▶ [GOAL OF THE EXERCISE]
Take the line with "Please mark all" and all lines after it, through the end of the records below, and repeat them exactly.

▶ [DATASET CONTENT]
=== Section Start ===
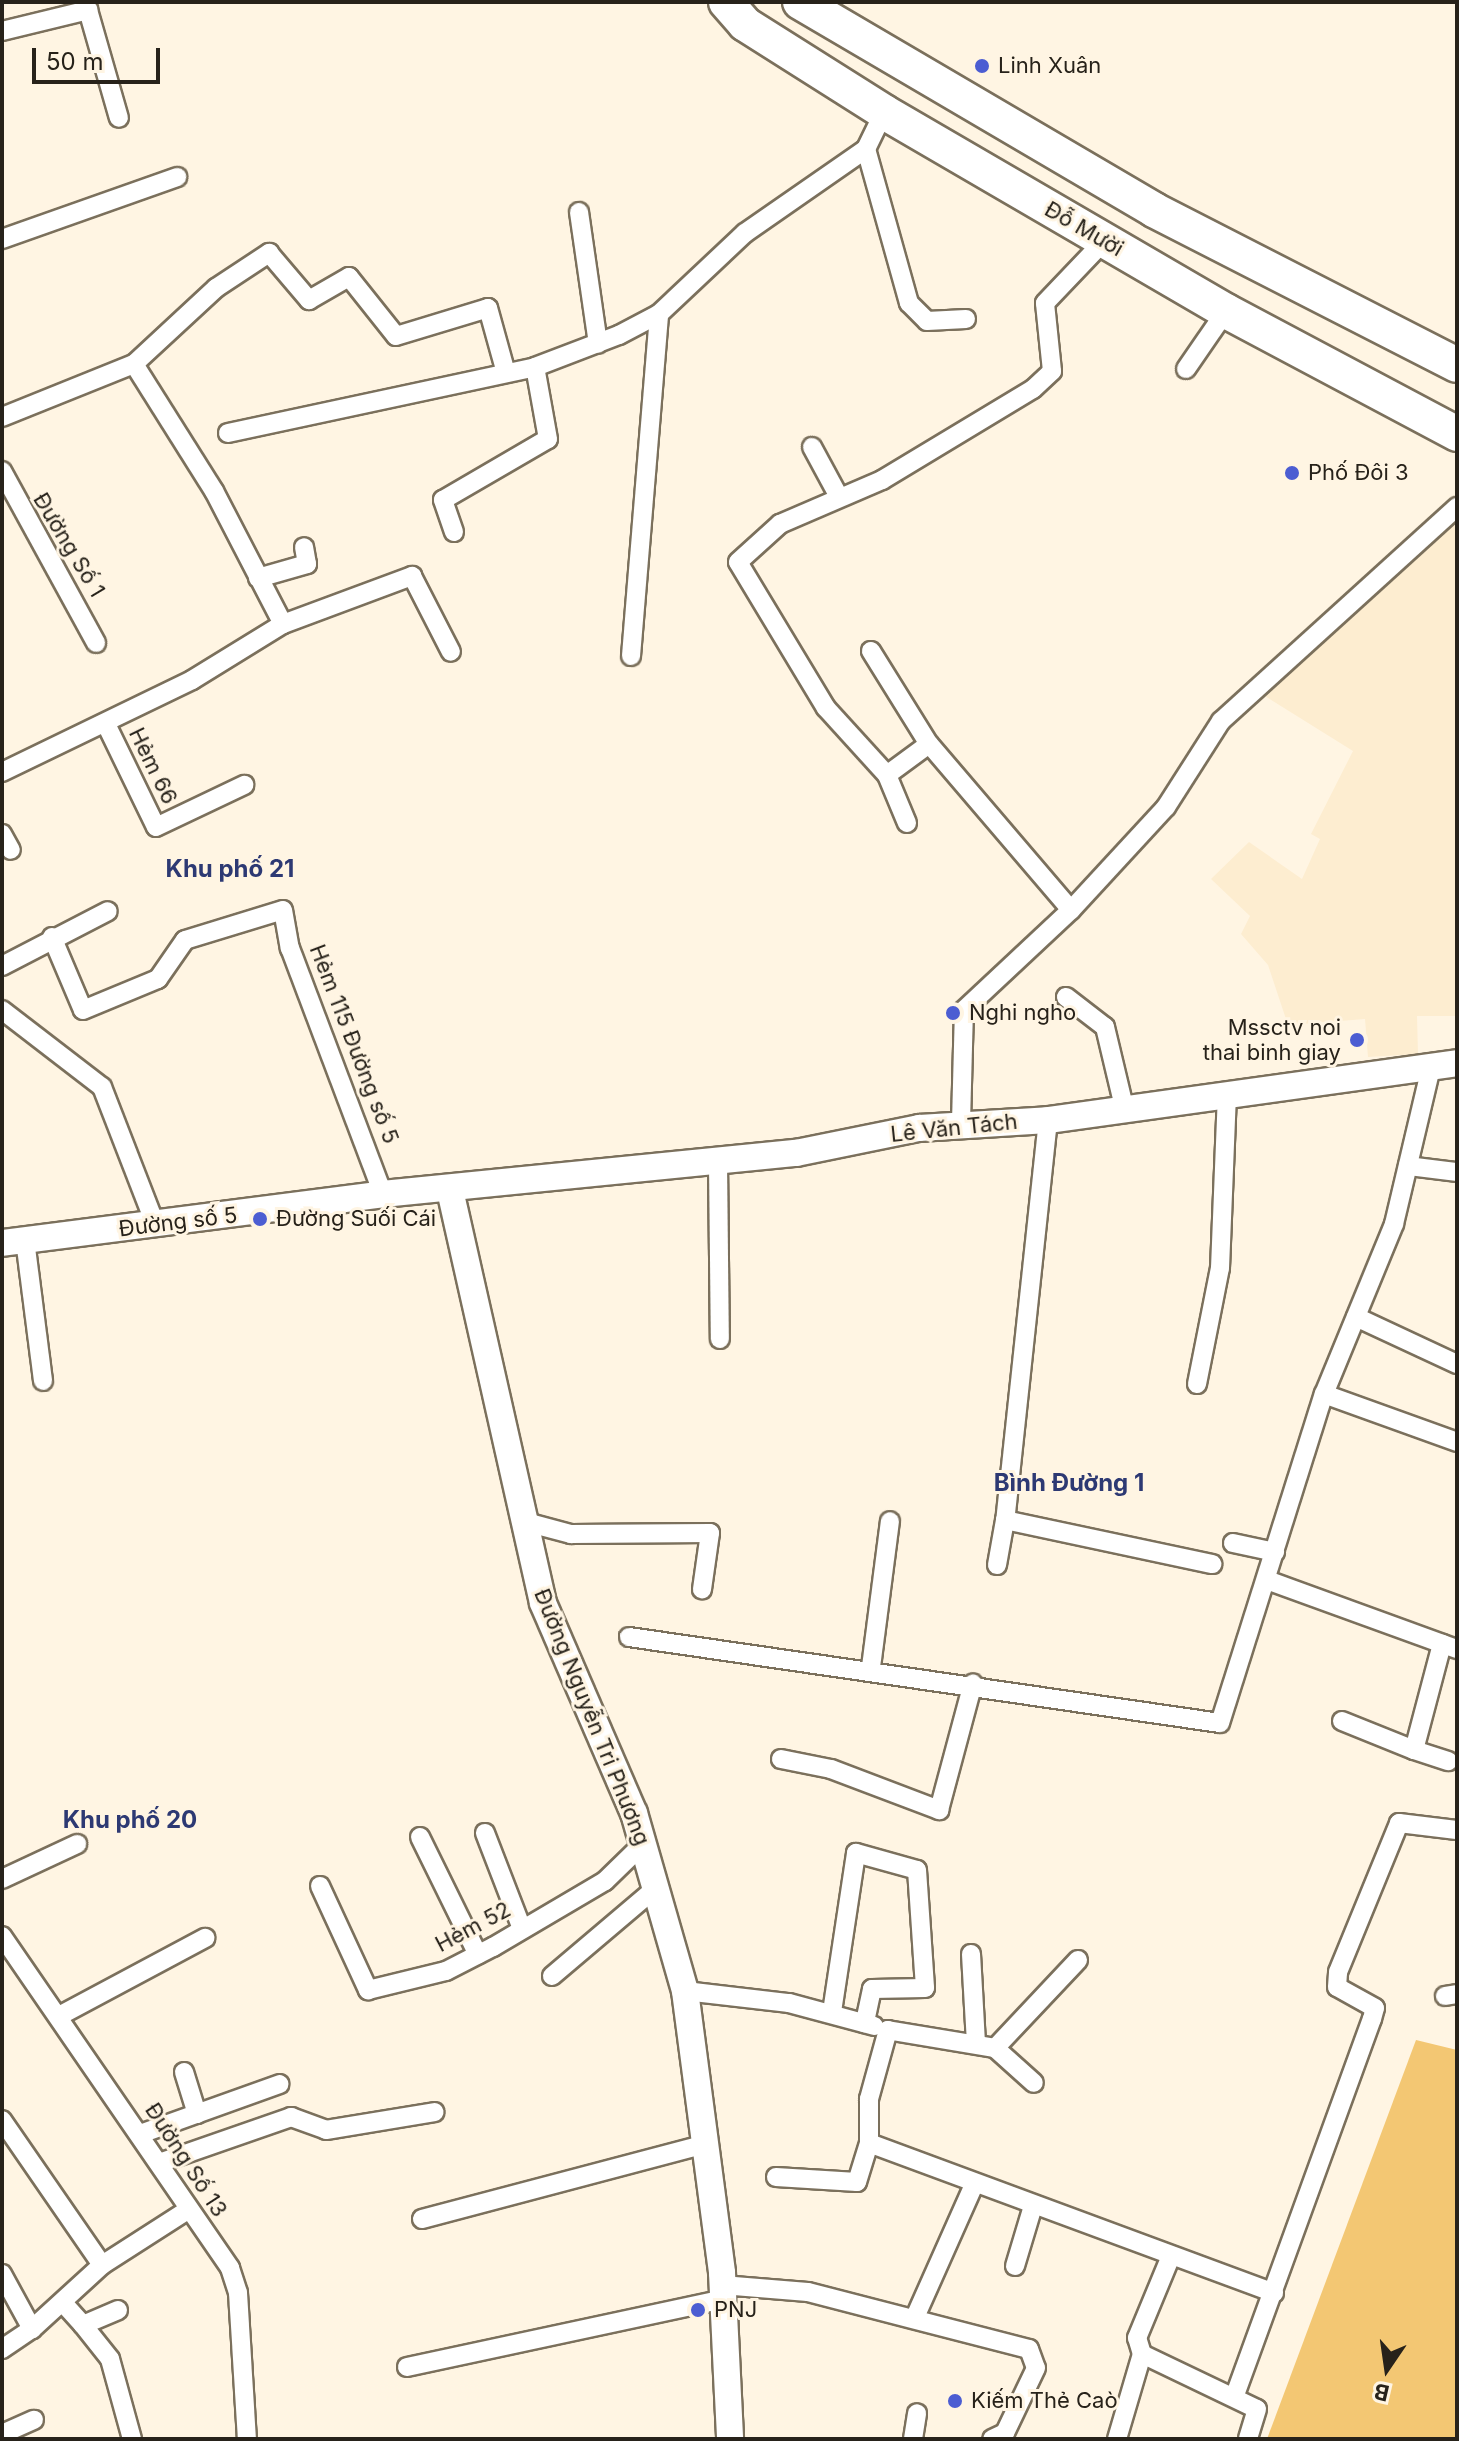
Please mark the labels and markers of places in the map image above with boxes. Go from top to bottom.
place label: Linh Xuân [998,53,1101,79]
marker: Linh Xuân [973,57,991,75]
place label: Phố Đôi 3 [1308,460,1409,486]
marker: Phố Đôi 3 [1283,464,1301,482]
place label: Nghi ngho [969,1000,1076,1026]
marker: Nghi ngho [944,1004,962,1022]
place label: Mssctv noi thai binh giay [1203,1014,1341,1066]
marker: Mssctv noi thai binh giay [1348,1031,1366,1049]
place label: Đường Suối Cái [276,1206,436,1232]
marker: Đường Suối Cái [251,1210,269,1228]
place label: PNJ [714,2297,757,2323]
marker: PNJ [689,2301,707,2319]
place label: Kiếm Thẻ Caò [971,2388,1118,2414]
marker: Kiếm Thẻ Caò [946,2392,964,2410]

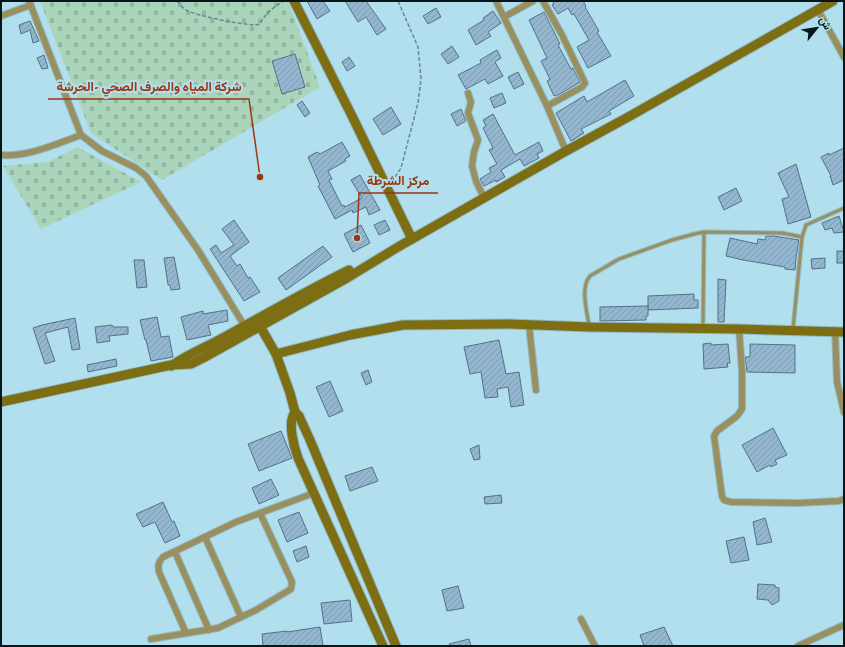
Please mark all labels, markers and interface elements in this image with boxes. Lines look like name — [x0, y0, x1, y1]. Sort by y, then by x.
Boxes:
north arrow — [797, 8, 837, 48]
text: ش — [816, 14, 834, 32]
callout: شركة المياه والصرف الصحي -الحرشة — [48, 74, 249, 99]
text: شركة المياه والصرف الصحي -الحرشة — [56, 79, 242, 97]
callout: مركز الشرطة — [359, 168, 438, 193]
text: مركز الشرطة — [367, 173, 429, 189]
=== Section End ===
▶ [COMPLETED TASK]
Please mark all labels, markers and interface elements in this image with boxes. Lines look like name — [x0, y0, x1, y1]. Sort by y, then by x.
Boxes:
north arrow — [797, 8, 837, 48]
text: ش — [816, 14, 834, 32]
callout: شركة المياه والصرف الصحي -الحرشة — [48, 74, 249, 99]
text: شركة المياه والصرف الصحي -الحرشة — [56, 79, 242, 97]
callout: مركز الشرطة — [359, 168, 438, 193]
text: مركز الشرطة — [367, 173, 429, 189]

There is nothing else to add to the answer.